The nine types of variables used to construct CPRS for ATP are listed in Chapter 6, Table 6–14. These are assigned weights and combined to calculate scores signaling progress of each project toward accomplishing each of three major goals of ATP: (1) knowledge creation, (2) knowledge dissemination, and (3) commercialization of the newly developed technologies. For example, the knowledge creation score is calculated from weighted values of technical award, patent filings, publications and presentations, and products and processes on the market or expected soon, while the commercialization progress score is calculated from weighted values of products and processes, capital attraction, change in company size, business awards, and outlook for future commercialization. Of the three goals, the second is assigned more potential weight than the first in computing the total raw score, and the third goal more than the second. This formulation is consistent with the premise that a project with sustained accomplishments by the innovator and their collaborators will continue to progress, eventually showing evidence of progress toward commercialization.

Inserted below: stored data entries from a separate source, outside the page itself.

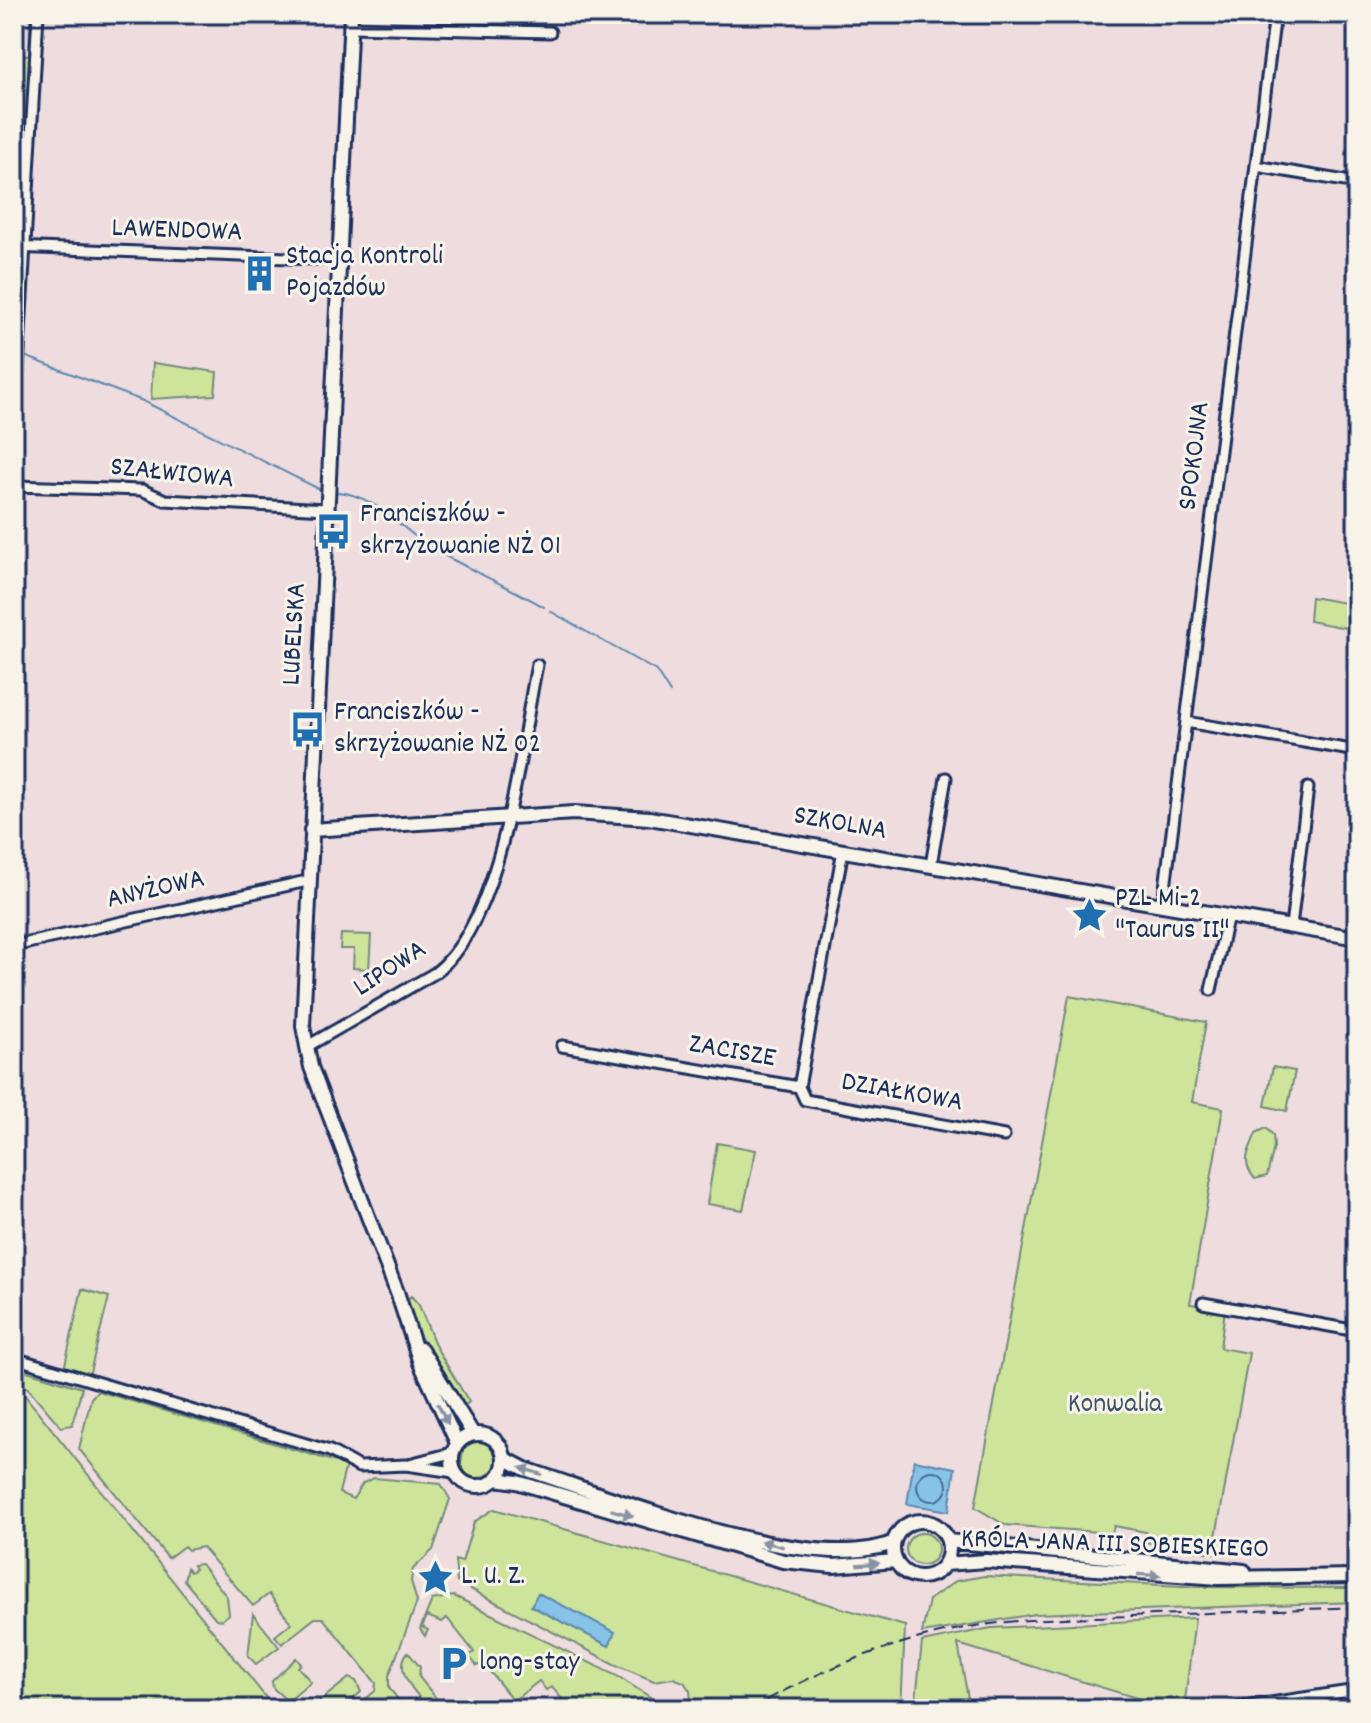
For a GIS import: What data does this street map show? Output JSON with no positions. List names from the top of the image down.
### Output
{
  "streets": {
    "main road": ["LUBELSKA", "SZKOLNA", "KRÓLA JANA III SOBIESKIEGO"],
    "street": [
      "LAWENDOWA",
      "SPOKOJNA",
      "SZAŁWIOWA",
      "ANYŻOWA",
      "LIPOWA",
      "ZACISZE",
      "DZIAŁKOWA"
    ]
  },
  "crossings": [
    ["LAWENDOWA", "LUBELSKA"],
    ["SPOKOJNA", "SZKOLNA"],
    ["SZAŁWIOWA", "LUBELSKA"],
    ["LUBELSKA", "SZKOLNA"],
    ["LUBELSKA", "ANYŻOWA"],
    ["LUBELSKA", "LIPOWA"],
    ["SZKOLNA", "LIPOWA"],
    ["SZKOLNA", "ZACISZE"],
    ["ZACISZE", "DZIAŁKOWA"]
  ],
  "parks": ["Konwalia"],
  "places": {
    "building": ["Stacja Kontroli Pojazdów"],
    "bus stop": ["Franciszków - skrzyżowanie NŻ 01", "Franciszków - skrzyżowanie NŻ 02"],
    "place": ["PZL Mi-2 \"Taurus II\"", "L. U. Z."],
    "parking": ["long-stay"]
  }
}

A factor is applied to the raw scores to facilitate assigning symbolic star ratings to each project. A score equal to or greater than 4 receives a four-star rating; a score less than 4 but greater or equal to 3, a three-star rating, and so forth.
Limitations of CPRS
This initial approach to constructing CPRS scores for ATP was exploratory. The CPRS as currently formulated represents an initial baseline, or prototype, system for trial use and further examination by ATP. From this baseline subsequent refinements can be made if desired.
Among the limitations to the approach is that the data for commercialization center mainly on the original innovator(s) and their collaborators, and are not indicators of commercialization by others outside the project. However, the seriousness of this limitation is alleviated by two factors. One is that efforts by others, if known, are reflected in the outlook data and, thus, not totally excluded. A second factor that alleviates this potential limitation is that the prototype CPRS is specifically designed to be applied within several years of project completion when early commercialization efforts typically still reside with the original innovators and their collaborators and licensees.
An additional limitation is that each CPRS score, like the case study information that underlies it, is time sensitive, and represents a snapshot, or benchmark, of performance at a particular time. Over time, the performance of individual projects may change, and performance measures may need to be updated. For example, the farther out in time from project completion one moves, the more important it becomes to investigate alternative commercialization paths stemming from knowledge spillovers, including paths revealed by patent citation analysis, and the more available are opportunities to include market measures of commercial impact in a composite score. Of course, as one moves farther out, opportunities to use benefit-cost and other evaluation approaches increase. The CPRS was developed specifically as an indicator-based evaluation tool to serve in the intermediate period, after project completion and before long-term benefits are realized.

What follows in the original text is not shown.